Most of the chief executives I spoke to ahead of the consultation emphasised the importance of flexibility in whatever is agreed.

That might be something like the plus or minus £2 a week that disappeared under the latest ‘long-term’ rent formula or another mechanism that allowed them to catch up with lost income eventually.

It would also be a chance to address the significant anomalies that already exist between rents paid by neighbours for similar properties. There are big variations between social and affordable rents, rents below and at target rents and rents on existing and new lettings at affordable rent as well as (in terms of total costs) homes at maximum and minimum energy efficiency standards.

Smaller and specialist landlords could be especially vulnerable to the cap but the consultation includes an exemption where compliance with the revised standard would jeopardise their financial viability. Despite this pressure for mergers will grow and diversity of provision could be lost.

Issues like these will feed into the review of rent policy for 2025/26 and beyond expected next year and could enable some very high rents to be reduced as low ones are increased.

However, the consultation on the cap adds one more anomaly as it proposes that rents for new lettings and re-lets will still be able to rise at CPI plus one per cent.

That may be a bright spot amidst the gloom for development, and it is what already happens when properties below target rent are relet, but there is also a danger that it will create a perverse incentive for landlords.

Most, if not all, would protest that it would be unthinkable and contradict their social mission but evicting tenants who fall into arrears will make hard financial sense.

And that raises big issues for the player who as things stand will be the biggest beneficiary of the rent cap: the government.
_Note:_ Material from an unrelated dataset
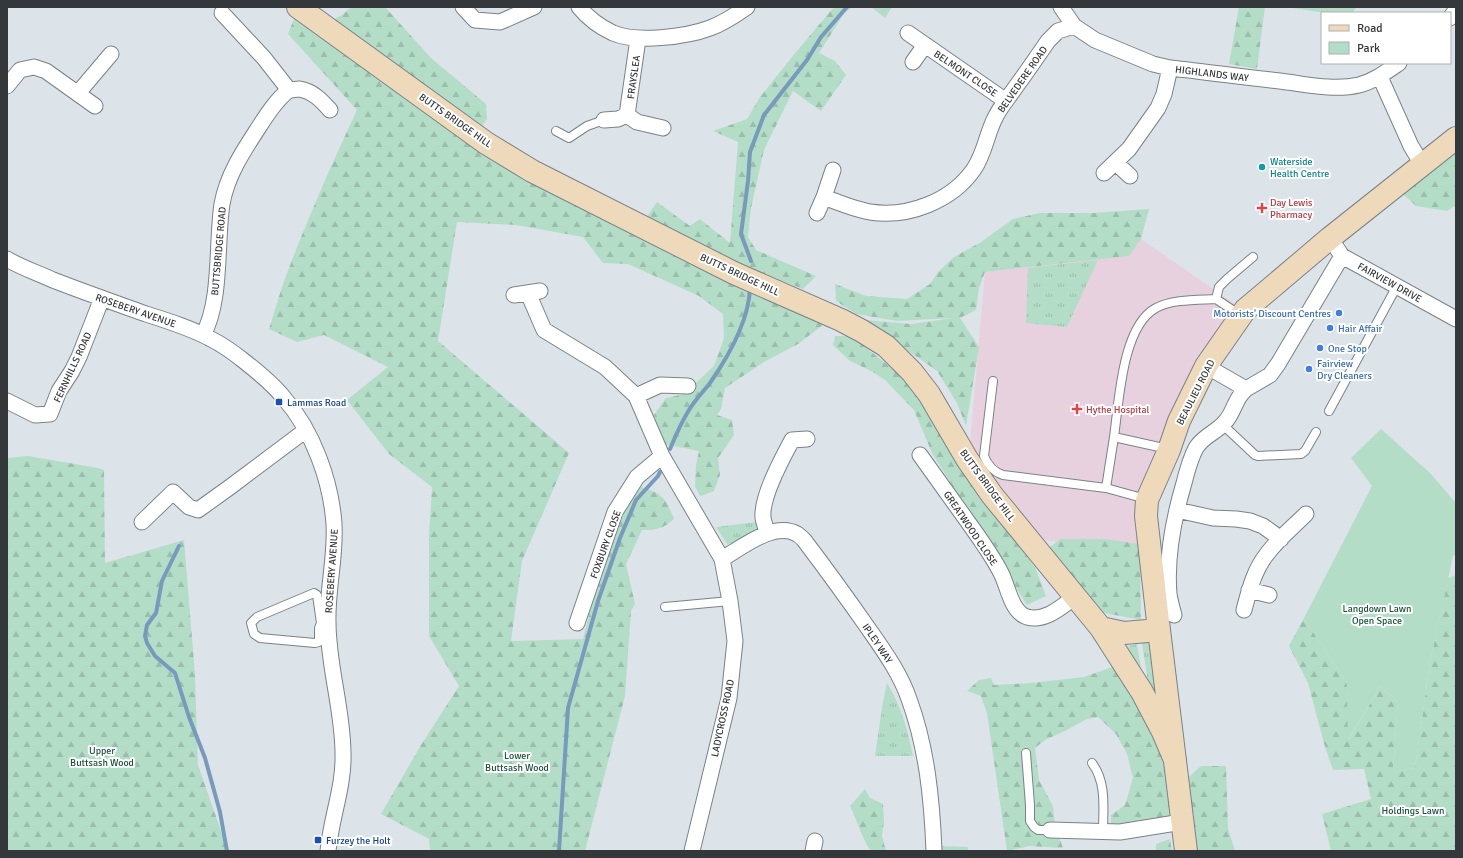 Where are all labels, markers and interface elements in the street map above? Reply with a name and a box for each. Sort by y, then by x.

The impact assessment estimates that 38 per cent per cent of the benefits of a 5 per cent cap would go to tenants who pay their own rent or who are on partial housing benefit but 62 per cent will go to the Department for Work and Pensions (DWP) in lower housing benefit benefits.

In reality, of course, it is a long-term transfer from DLUHC to DWP budgets and trades lower housing benefit for fewer new homes. If, as seems inevitable, evictions and homelessness rise, the savings will melt away.

That only strengthens the case for the £4.6 billion the DWP is forecast to save over the next five years to be redistributed into higher grant for new development and/or further support for tenants.

The impact on housing staff has gone under the radar so far but it could be severe, especially if the cost of living crisis lasts beyond next year.

It’s not hard to see that below-inflation rent increases are likely to mean below-inflation pay rises – otherwise known as pay cuts – at a time when housing staff are also having to cope with soaring bills along with everyone else.

That could well mean more staff turn to unions to represent their interests but room for negotiation will be limited when social landlord incomes will also be falling in real terms. One option could be to take whatever budget is available for pay increases and apply it as a lump sum rather than a percentage.

A solidarity increase like that would deliver the greatest benefits to the lowest paid staff but mean a minimal percentage increase for the highest paid who will be making the decisions. They, however, will benefit far more from the new prime minister’s tax cuts.

Finally, if social rents can be capped why not private rents? There are currently no plans to ease the cost of living crisis for private renters beyond support for energy bills.

But private rents are rising rapidly especially for new lets and Local Housing Allowance rates have been frozen since April 2020 regardless of that. Tough decisions lie ahead at the Treasury and DWP over what to do next year if the result is not to be even more evictions and homelessness and all the long-term costs generated by that. That would dash DLUHC ambitions to end rough sleeping for good.

Whatever happens on energy bills this week the tough choices will keep on coming.